The following conversation was a talk I had with a friend (PhD, not actually a PhD) on the nature of consciousness. It's rather long, but it goes over a complex problem over banter and a friendly, Discord-toned chat. It was motivated by the contents of this video (https://www.youtube.com/watch?v=0GLgZvTCbaA), and I intend to store it along particularly cool conversations I get to have. Hope you enjoy :D
{Video}
So apparently it is possible to compute the observable Universe in a machine smaller than the actual Universe
PhD
already saw'd it
correct computation assumes knowledge of the rules, still also does not get around transcendentalism and mind-body phenomenalogical sollipsism shenanigans
Induction is a fad.
What I was referring to was also not the inability to compress a universe, and compute - but the ability to compress a universe, and compute something that contains a computer that contains a computer that contains a computer that contains.... (this would be the configuration of the universe at the moment of turning the thing on, say).
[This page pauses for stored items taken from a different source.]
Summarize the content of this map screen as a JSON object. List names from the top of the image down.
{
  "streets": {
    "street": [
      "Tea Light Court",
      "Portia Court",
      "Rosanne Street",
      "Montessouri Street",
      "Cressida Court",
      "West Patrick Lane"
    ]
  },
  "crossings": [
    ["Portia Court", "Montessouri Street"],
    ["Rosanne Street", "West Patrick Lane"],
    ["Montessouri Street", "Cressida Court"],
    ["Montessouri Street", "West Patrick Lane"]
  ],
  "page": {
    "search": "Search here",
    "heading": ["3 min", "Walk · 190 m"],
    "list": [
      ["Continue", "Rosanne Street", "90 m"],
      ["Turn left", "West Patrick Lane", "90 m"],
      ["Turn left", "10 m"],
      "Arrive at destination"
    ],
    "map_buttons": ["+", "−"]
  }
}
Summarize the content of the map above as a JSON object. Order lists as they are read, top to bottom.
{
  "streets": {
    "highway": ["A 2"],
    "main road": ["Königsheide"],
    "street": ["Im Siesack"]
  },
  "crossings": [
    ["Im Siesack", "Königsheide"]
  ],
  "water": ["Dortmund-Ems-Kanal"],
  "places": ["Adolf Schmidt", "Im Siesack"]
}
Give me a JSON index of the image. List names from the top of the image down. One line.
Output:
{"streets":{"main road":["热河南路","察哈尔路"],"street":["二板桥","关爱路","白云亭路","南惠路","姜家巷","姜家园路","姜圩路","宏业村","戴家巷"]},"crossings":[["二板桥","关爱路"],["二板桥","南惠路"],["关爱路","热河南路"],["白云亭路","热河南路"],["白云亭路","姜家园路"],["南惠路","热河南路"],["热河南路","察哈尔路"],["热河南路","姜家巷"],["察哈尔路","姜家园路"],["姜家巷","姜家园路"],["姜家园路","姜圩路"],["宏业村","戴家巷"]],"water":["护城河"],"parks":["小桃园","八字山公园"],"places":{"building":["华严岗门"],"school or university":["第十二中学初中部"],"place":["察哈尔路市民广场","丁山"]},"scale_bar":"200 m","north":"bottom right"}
you run into a halting-like problem
(even if you stumble across a correct set of rules, even if quantum state changes are at the bottom of everything, even if it's possible to reliably shift information into such a computer (it isn't)...) ..even if all that was true, this model does not take into account the apparent recursive computation of the computer itself. While it might be fun and useful for validation of certain things, it would only provide additional confidence for rules as rules-of-thumb. Admittedly good rules of thumb, but ultimately, not knowledge of rules themselves or their universality.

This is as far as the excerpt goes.